# Stored data entries
▼

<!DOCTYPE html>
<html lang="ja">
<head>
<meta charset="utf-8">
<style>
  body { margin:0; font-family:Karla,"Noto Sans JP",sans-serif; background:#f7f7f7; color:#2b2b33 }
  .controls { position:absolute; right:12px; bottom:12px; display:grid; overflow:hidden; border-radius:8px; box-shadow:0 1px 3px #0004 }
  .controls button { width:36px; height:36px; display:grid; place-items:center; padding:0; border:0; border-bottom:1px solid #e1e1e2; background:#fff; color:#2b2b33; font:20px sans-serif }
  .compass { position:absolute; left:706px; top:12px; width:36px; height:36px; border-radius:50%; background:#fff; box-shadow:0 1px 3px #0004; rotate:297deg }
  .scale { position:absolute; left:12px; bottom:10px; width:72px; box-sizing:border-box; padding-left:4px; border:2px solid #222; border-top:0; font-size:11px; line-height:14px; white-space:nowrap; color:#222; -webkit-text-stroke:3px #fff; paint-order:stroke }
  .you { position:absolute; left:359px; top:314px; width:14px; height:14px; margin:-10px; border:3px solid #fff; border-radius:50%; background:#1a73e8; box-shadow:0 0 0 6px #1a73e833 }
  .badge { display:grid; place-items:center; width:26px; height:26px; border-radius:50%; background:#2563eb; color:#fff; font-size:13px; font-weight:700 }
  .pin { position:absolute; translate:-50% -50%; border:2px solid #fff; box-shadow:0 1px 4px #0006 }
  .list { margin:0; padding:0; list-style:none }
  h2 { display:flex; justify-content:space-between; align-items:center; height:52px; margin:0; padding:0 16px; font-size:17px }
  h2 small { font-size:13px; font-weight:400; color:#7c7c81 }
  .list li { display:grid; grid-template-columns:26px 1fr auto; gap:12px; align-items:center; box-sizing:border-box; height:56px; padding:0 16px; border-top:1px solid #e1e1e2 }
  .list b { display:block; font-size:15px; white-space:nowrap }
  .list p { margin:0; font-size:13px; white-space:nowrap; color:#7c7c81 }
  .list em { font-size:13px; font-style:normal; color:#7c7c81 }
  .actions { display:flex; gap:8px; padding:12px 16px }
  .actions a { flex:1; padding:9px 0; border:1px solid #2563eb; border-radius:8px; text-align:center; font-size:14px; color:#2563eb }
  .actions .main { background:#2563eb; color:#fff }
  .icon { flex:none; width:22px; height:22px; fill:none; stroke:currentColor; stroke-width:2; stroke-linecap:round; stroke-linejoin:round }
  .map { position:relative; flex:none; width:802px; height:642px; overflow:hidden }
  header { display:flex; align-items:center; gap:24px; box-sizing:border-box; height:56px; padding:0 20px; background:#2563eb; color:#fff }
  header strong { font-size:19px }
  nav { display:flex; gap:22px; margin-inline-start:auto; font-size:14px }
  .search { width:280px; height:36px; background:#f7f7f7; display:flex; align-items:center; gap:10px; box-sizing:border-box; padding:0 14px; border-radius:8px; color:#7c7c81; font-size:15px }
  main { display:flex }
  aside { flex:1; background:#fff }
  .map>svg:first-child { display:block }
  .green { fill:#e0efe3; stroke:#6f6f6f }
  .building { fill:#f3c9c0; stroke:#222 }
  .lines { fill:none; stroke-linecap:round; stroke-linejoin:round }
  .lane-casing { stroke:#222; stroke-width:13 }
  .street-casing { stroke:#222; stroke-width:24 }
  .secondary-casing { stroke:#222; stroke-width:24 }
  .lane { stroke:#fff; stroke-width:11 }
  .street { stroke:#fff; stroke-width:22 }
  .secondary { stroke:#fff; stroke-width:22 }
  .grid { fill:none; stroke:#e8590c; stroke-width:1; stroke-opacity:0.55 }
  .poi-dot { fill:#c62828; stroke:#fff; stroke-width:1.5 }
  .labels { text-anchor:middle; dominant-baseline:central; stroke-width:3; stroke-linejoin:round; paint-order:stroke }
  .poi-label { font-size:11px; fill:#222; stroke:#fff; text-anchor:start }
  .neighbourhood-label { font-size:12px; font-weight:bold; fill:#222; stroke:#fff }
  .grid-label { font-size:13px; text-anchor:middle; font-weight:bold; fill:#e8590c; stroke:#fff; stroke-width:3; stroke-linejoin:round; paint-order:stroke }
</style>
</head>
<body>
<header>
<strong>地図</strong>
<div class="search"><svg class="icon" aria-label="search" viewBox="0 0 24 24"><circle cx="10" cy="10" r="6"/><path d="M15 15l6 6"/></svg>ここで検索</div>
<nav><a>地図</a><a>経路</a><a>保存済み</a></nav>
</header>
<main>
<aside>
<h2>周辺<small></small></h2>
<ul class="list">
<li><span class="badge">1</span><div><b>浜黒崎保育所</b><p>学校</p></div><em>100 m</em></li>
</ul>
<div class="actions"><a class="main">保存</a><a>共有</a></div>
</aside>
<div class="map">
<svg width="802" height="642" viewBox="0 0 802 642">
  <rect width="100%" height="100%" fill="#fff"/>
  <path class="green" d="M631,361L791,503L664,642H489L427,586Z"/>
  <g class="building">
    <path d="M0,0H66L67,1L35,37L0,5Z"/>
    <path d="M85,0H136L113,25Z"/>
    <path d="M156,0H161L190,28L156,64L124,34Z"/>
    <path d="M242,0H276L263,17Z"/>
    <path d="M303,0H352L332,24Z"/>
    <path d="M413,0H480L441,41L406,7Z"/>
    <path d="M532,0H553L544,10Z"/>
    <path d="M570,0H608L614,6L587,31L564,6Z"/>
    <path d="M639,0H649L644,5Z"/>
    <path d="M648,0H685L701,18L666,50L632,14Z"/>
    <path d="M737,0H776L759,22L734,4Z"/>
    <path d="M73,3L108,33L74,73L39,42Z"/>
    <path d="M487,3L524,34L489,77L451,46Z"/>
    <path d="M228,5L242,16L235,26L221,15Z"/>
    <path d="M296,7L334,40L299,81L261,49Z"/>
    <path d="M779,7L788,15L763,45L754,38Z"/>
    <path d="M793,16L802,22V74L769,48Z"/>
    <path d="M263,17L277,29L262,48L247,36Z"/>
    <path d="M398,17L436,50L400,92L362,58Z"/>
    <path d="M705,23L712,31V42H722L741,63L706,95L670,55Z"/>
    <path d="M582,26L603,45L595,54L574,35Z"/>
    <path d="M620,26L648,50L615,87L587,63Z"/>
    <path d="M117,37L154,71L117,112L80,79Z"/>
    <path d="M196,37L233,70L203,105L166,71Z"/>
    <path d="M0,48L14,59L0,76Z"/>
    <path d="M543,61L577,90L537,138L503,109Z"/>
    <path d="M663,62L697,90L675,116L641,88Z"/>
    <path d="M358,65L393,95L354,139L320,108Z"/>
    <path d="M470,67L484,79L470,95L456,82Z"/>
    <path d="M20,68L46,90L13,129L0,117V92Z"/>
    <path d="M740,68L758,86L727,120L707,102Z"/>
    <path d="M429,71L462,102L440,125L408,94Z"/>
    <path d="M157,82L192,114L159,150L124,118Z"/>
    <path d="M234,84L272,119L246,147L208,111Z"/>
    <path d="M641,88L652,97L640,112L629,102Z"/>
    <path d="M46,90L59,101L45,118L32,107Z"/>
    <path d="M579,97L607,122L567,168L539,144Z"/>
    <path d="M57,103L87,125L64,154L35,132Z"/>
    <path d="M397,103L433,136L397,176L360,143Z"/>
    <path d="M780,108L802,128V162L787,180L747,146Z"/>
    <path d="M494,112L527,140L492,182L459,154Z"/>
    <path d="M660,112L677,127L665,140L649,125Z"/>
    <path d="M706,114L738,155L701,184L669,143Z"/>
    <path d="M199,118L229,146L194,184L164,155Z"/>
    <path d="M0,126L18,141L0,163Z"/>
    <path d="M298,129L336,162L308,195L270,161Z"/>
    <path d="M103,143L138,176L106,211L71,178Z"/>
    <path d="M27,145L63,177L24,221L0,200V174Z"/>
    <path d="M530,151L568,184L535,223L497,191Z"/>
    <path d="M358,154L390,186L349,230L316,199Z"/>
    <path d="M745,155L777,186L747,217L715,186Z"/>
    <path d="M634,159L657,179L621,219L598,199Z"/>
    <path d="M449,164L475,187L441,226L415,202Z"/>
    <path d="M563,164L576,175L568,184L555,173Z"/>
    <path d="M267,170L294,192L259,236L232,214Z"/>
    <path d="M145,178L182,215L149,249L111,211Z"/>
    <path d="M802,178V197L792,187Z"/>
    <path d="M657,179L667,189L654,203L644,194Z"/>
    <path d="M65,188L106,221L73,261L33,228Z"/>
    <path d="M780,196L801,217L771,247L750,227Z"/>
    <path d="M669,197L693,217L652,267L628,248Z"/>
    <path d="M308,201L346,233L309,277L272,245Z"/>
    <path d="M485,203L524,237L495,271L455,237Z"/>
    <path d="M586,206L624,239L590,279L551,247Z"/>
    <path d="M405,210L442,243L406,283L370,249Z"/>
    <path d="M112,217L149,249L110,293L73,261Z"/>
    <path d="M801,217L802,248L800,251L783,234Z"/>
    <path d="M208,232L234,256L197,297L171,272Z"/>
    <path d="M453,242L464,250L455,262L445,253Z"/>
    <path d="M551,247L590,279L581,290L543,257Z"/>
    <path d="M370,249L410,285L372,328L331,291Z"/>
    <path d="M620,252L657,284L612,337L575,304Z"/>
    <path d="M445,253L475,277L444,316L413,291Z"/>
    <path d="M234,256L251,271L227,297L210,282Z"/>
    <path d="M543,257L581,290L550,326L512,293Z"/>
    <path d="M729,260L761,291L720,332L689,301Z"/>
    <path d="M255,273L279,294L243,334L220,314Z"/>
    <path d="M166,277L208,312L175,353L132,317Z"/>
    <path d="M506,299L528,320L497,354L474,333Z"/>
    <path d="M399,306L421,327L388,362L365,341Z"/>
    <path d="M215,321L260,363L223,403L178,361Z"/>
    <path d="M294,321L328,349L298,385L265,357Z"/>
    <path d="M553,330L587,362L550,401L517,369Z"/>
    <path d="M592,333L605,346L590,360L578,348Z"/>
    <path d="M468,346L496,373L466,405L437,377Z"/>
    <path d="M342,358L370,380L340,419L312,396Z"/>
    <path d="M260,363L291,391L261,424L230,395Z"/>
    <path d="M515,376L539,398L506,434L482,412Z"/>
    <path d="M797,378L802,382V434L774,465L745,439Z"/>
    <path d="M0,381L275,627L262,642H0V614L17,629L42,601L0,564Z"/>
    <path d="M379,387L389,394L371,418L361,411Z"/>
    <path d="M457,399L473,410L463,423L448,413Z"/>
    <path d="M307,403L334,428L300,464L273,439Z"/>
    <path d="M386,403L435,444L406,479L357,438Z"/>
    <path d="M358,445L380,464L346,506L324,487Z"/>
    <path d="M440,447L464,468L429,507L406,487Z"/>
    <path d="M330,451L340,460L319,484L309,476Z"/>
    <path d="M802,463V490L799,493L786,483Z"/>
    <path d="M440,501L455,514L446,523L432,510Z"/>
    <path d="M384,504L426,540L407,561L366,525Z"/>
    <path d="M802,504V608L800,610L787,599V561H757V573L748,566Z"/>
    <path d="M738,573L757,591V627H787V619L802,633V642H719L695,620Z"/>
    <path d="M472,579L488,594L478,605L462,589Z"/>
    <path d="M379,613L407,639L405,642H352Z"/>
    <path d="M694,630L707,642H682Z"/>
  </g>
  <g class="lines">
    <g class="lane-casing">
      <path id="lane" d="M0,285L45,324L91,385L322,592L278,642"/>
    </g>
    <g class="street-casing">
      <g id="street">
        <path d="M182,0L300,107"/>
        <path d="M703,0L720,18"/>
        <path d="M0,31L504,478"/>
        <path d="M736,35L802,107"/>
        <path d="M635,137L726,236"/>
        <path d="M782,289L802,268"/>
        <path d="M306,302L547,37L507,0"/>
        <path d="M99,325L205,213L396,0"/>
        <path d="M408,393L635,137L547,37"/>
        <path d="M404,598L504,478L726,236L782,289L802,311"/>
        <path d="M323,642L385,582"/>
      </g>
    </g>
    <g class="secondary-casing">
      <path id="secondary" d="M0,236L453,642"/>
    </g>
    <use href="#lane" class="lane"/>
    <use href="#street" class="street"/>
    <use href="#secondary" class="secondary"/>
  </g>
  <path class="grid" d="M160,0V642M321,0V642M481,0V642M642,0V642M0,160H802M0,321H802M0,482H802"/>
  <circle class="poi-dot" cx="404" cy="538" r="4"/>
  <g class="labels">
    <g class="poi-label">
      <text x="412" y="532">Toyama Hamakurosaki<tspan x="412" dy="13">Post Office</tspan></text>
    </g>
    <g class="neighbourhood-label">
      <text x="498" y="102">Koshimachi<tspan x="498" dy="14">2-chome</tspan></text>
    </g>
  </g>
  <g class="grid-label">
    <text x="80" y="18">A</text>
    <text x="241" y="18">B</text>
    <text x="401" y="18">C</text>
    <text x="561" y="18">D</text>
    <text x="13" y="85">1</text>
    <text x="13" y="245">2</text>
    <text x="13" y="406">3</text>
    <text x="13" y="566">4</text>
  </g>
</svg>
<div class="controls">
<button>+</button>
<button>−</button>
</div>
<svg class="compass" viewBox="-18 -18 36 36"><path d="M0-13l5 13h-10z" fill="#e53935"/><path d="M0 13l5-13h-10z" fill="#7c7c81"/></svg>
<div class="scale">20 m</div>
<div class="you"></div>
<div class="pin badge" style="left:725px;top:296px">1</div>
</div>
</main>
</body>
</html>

▲

Considering each line of the records on its own, count those that contain "middle" and give only that number.

2